— Exercise prompt —
Every record is to be returned as written, with no omissions.

[Stored items]
※ ※ ※
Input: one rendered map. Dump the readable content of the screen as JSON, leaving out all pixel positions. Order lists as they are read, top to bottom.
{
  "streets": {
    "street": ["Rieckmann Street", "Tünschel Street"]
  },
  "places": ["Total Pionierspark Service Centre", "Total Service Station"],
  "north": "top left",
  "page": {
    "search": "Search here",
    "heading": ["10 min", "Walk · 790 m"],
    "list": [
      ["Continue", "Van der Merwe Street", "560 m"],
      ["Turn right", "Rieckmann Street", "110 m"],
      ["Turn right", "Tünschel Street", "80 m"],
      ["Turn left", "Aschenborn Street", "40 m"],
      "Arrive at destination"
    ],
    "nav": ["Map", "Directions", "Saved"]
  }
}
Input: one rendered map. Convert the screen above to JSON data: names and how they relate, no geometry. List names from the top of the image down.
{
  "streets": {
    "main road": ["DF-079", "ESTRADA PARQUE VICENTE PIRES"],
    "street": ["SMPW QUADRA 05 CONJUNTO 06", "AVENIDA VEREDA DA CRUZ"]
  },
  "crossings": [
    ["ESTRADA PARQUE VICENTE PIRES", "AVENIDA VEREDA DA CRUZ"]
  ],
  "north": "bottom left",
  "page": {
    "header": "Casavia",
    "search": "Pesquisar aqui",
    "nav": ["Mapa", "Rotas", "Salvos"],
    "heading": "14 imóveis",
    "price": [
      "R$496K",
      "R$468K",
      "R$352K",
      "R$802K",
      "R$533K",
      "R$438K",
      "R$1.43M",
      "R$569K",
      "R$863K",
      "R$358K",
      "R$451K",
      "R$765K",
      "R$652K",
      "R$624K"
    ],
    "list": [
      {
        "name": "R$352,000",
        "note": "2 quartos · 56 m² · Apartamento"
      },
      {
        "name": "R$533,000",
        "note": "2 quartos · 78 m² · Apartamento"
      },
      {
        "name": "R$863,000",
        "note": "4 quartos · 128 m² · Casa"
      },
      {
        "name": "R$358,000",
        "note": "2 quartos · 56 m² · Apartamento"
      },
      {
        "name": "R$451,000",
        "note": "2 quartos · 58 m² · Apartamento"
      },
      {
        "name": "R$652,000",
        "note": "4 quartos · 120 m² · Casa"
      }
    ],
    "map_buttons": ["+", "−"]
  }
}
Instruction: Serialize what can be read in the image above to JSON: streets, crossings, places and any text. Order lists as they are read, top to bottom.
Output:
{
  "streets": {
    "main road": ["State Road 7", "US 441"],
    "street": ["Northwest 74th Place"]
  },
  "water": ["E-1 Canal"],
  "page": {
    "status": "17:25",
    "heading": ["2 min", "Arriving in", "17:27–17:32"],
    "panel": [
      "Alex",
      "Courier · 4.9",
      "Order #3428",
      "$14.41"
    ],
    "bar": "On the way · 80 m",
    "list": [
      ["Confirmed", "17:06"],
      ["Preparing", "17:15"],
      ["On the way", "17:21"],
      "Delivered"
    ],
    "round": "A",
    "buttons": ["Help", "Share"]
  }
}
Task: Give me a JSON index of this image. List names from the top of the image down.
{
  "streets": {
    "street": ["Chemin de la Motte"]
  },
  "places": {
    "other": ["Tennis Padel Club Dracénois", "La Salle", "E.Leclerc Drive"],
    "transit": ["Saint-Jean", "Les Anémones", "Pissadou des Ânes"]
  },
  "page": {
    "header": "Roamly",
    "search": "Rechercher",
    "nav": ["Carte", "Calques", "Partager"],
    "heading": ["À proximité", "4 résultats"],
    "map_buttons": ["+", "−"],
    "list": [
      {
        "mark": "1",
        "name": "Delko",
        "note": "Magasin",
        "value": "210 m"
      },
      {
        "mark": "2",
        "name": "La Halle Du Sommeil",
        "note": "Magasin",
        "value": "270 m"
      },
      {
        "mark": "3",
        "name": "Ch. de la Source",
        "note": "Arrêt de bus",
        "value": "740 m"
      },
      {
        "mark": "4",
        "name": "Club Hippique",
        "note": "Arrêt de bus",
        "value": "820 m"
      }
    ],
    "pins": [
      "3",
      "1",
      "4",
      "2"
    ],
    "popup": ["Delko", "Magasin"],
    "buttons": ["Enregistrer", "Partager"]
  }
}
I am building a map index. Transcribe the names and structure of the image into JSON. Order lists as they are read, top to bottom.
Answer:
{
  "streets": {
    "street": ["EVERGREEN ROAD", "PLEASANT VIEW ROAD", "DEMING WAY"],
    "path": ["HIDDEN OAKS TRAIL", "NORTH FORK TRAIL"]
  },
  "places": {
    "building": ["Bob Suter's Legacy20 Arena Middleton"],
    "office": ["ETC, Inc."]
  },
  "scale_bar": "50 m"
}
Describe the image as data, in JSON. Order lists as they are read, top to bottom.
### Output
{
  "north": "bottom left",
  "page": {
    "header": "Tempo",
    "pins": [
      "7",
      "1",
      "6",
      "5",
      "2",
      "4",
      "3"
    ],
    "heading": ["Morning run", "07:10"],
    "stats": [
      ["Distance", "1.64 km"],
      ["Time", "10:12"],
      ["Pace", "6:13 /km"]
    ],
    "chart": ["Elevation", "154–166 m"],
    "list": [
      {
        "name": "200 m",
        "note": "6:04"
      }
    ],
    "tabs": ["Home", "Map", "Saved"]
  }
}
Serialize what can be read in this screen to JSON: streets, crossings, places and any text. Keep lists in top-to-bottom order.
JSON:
※ ※ ※
— Your response —
Input: one rendered map. Dump the readable content of the screen as JSON, leaving out all pixel positions. Order lists as they are read, top to bottom.
{
  "streets": {
    "street": ["Rieckmann Street", "Tünschel Street"]
  },
  "places": ["Total Pionierspark Service Centre", "Total Service Station"],
  "north": "top left",
  "page": {
    "search": "Search here",
    "heading": ["10 min", "Walk · 790 m"],
    "list": [
      ["Continue", "Van der Merwe Street", "560 m"],
      ["Turn right", "Rieckmann Street", "110 m"],
      ["Turn right", "Tünschel Street", "80 m"],
      ["Turn left", "Aschenborn Street", "40 m"],
      "Arrive at destination"
    ],
    "nav": ["Map", "Directions", "Saved"]
  }
}
Input: one rendered map. Convert the screen above to JSON data: names and how they relate, no geometry. List names from the top of the image down.
{
  "streets": {
    "main road": ["DF-079", "ESTRADA PARQUE VICENTE PIRES"],
    "street": ["SMPW QUADRA 05 CONJUNTO 06", "AVENIDA VEREDA DA CRUZ"]
  },
  "crossings": [
    ["ESTRADA PARQUE VICENTE PIRES", "AVENIDA VEREDA DA CRUZ"]
  ],
  "north": "bottom left",
  "page": {
    "header": "Casavia",
    "search": "Pesquisar aqui",
    "nav": ["Mapa", "Rotas", "Salvos"],
    "heading": "14 imóveis",
    "price": [
      "R$496K",
      "R$468K",
      "R$352K",
      "R$802K",
      "R$533K",
      "R$438K",
      "R$1.43M",
      "R$569K",
      "R$863K",
      "R$358K",
      "R$451K",
      "R$765K",
      "R$652K",
      "R$624K"
    ],
    "list": [
      {
        "name": "R$352,000",
        "note": "2 quartos · 56 m² · Apartamento"
      },
      {
        "name": "R$533,000",
        "note": "2 quartos · 78 m² · Apartamento"
      },
      {
        "name": "R$863,000",
        "note": "4 quartos · 128 m² · Casa"
      },
      {
        "name": "R$358,000",
        "note": "2 quartos · 56 m² · Apartamento"
      },
      {
        "name": "R$451,000",
        "note": "2 quartos · 58 m² · Apartamento"
      },
      {
        "name": "R$652,000",
        "note": "4 quartos · 120 m² · Casa"
      }
    ],
    "map_buttons": ["+", "−"]
  }
}
Instruction: Serialize what can be read in the image above to JSON: streets, crossings, places and any text. Order lists as they are read, top to bottom.
Output:
{
  "streets": {
    "main road": ["State Road 7", "US 441"],
    "street": ["Northwest 74th Place"]
  },
  "water": ["E-1 Canal"],
  "page": {
    "status": "17:25",
    "heading": ["2 min", "Arriving in", "17:27–17:32"],
    "panel": [
      "Alex",
      "Courier · 4.9",
      "Order #3428",
      "$14.41"
    ],
    "bar": "On the way · 80 m",
    "list": [
      ["Confirmed", "17:06"],
      ["Preparing", "17:15"],
      ["On the way", "17:21"],
      "Delivered"
    ],
    "round": "A",
    "buttons": ["Help", "Share"]
  }
}
Task: Give me a JSON index of this image. List names from the top of the image down.
{
  "streets": {
    "street": ["Chemin de la Motte"]
  },
  "places": {
    "other": ["Tennis Padel Club Dracénois", "La Salle", "E.Leclerc Drive"],
    "transit": ["Saint-Jean", "Les Anémones", "Pissadou des Ânes"]
  },
  "page": {
    "header": "Roamly",
    "search": "Rechercher",
    "nav": ["Carte", "Calques", "Partager"],
    "heading": ["À proximité", "4 résultats"],
    "map_buttons": ["+", "−"],
    "list": [
      {
        "mark": "1",
        "name": "Delko",
        "note": "Magasin",
        "value": "210 m"
      },
      {
        "mark": "2",
        "name": "La Halle Du Sommeil",
        "note": "Magasin",
        "value": "270 m"
      },
      {
        "mark": "3",
        "name": "Ch. de la Source",
        "note": "Arrêt de bus",
        "value": "740 m"
      },
      {
        "mark": "4",
        "name": "Club Hippique",
        "note": "Arrêt de bus",
        "value": "820 m"
      }
    ],
    "pins": [
      "3",
      "1",
      "4",
      "2"
    ],
    "popup": ["Delko", "Magasin"],
    "buttons": ["Enregistrer", "Partager"]
  }
}
I am building a map index. Transcribe the names and structure of the image into JSON. Order lists as they are read, top to bottom.
Answer:
{
  "streets": {
    "street": ["EVERGREEN ROAD", "PLEASANT VIEW ROAD", "DEMING WAY"],
    "path": ["HIDDEN OAKS TRAIL", "NORTH FORK TRAIL"]
  },
  "places": {
    "building": ["Bob Suter's Legacy20 Arena Middleton"],
    "office": ["ETC, Inc."]
  },
  "scale_bar": "50 m"
}
Describe the image as data, in JSON. Order lists as they are read, top to bottom.
### Output
{
  "north": "bottom left",
  "page": {
    "header": "Tempo",
    "pins": [
      "7",
      "1",
      "6",
      "5",
      "2",
      "4",
      "3"
    ],
    "heading": ["Morning run", "07:10"],
    "stats": [
      ["Distance", "1.64 km"],
      ["Time", "10:12"],
      ["Pace", "6:13 /km"]
    ],
    "chart": ["Elevation", "154–166 m"],
    "list": [
      {
        "name": "200 m",
        "note": "6:04"
      }
    ],
    "tabs": ["Home", "Map", "Saved"]
  }
}
Serialize what can be read in this screen to JSON: streets, crossings, places and any text. Keep lists in top-to-bottom order.
JSON:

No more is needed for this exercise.